I started a couple of big thick books at the weekend, but I'm not making much progress - it's a bit too warm at the moment to focus on long, wandering sentences in Spanish, and real life is distracting me a bit as well...
So here's another little book that's been waiting for me since before I established a proper quarantine zone for TBRs. Judging by the price written inside the back cover (guilders crossed out, euros put in) I probably bought it in sometime around 2001. I read it now in connection with the RG "travel writing by non-European, non-North American writers" thread, which is about to end. But this one from a writer who's at the opposite end of the postcolonial literary spectrum to Stuart Hall...
A passage to England (1959) by Nirad C. Chaudhuri (India, UK, 1897-1999)

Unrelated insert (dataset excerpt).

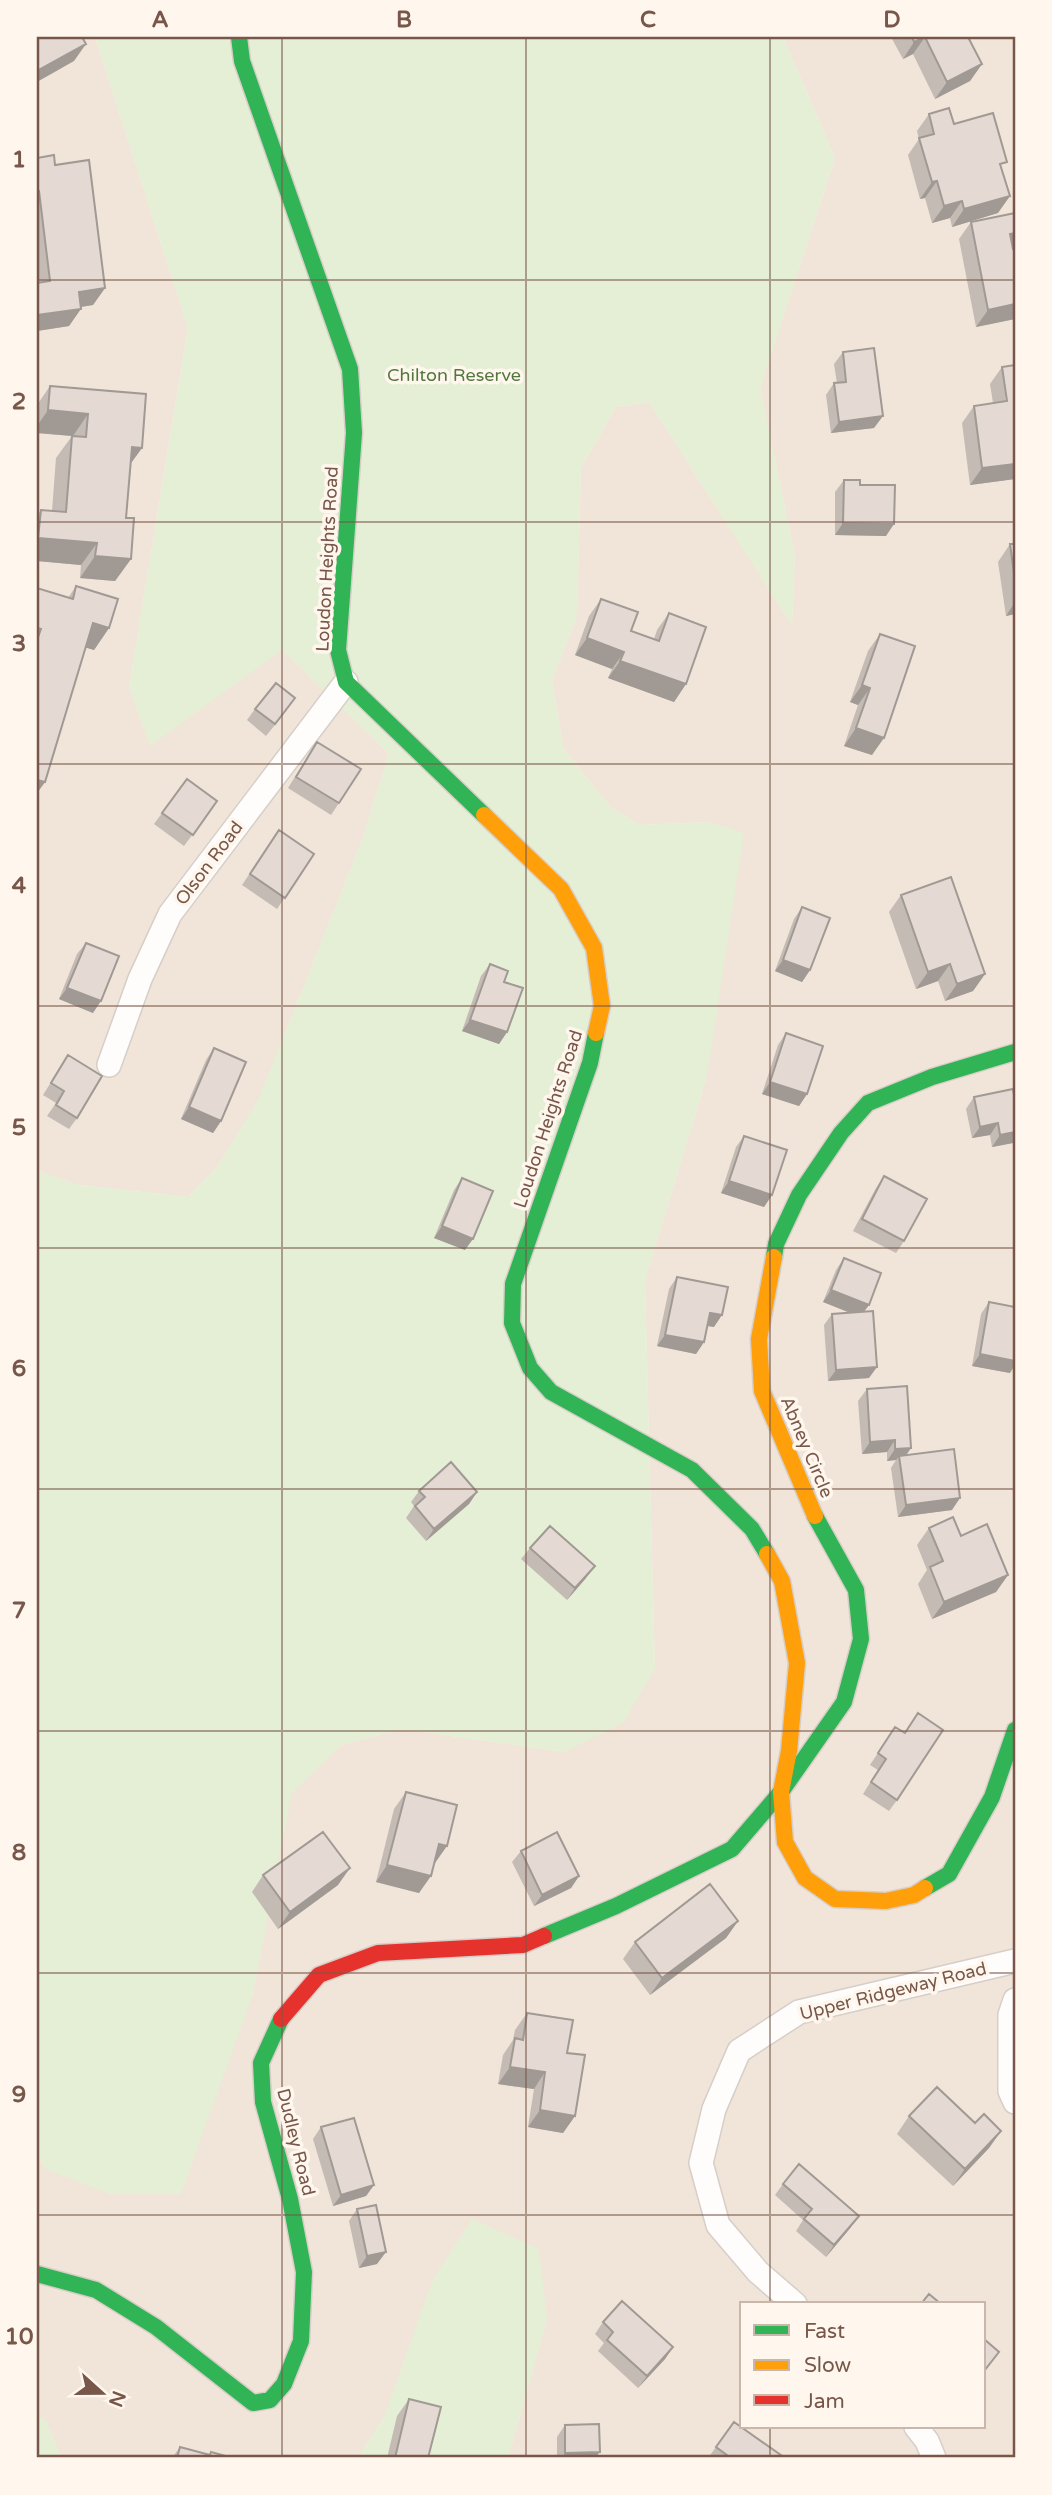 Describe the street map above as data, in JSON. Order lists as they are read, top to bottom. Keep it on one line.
{"streets":{"street":["Loudon Heights Road","Olson Road","Abney Circle","Upper Ridgeway Road","Dudley Road"]},"crossings":[["Loudon Heights Road","Olson Road"],["Loudon Heights Road","Abney Circle"],["Loudon Heights Road","Dudley Road"],["Abney Circle","Dudley Road"]],"parks":["Chilton Reserve"],"legend":["Fast","Slow","Jam"],"north":"right","grid":{"columns":["A","B","C","D"],"rows":["1","2","3","4","5","6","7","8","9","10"]}}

Nirad C. Chaudhuri was a well-known Bengali intellectual, a writer, editor and literary journalist who had worked for the independence activist Sarat Chandra Bose in the thirties, but later became rather critical of the politics of post-independence India, an attitude that often left him marginalised and - probably unfairly - branded as "pro-British" in later life. He moved to the UK in the 70s, and must have been yet another of the prominent people I don't remember bumping into in the supermarket when I lived in North Oxford in the early 80s...
Chaudhuri was educated in Kolkata at a time when the curriculum was heavily weighted towards British literature and history: he probably knew the works of Shakespeare, Ben Jonson, Spenser and Sidney much more intimately than most of his contemporaries who had been through the British school system, not to mention being on familiar terms with Horace, Virgil and Racine. He quotes Hardy or Grey's Elegy at the drop of a cowpat, and takes his ideas of country-house tourism from Elizabeth Bennet's holiday in Derbyshire. But he obviously also knows what he's talking about when it comes to Hindu culture and history. He's clearly not a socialist of any kind, and seems to take a perverse pleasure in caricaturing himself as something like a 1950s embodiment of Kipling's Babu.
You would imagine that it must have been quite a shock for someone like that to arrive in England for the first time in 1955 as the guest of the British Council and the BBC, and find himself in the world of the Welfare State, British Railways and the National Trust (not to mention Angry Young Men and Anthony Eden). But he robustly resists any temptation to be disenchanted by what he finds. He's on holiday and he's determined to have a good time. And he takes a huge pleasure in discovering that the English are still just as enthusiastic about their cultural heritage as he is, even if they don't always know very much about it. He is happy to pay his half-crown at Knole, Kenwood and Penshurst Place and to see Sir Laurence doing Twelfth Night at the Old Vic. He notices non-obvious things about England that are strikingly different from India - how silent the British are, and how few of them you see out in the open; how much more difficult it is to judge social status from the way people dress, talk and act; how the softer light makes the effect of depth stand out more in what you see; how coy the English are about anything to do with making money and how open they are about sex. But he doesn't complain - in fact, he criticises Indians who go to England and then moan about how no-one spoke to them on the Underground - he enjoys digging into the differences.
In an odd way, the book that this most reminded me of is A.G. MacDonnell's semi-fictional account of 1920s England as seen by a young man from the wilds of Aberdeenshire, England, their England. Chaudhuri isn't quite so funny or so sentimental, but he's essentially putting forward the same conclusion, that although the English differ in surprising and sometimes disconcerting ways from what you would expect having only met them in books, those practicalities aren't enough seriously to upset the myth of Englishness that everyone subjected to a colonial education has been fed from an early age.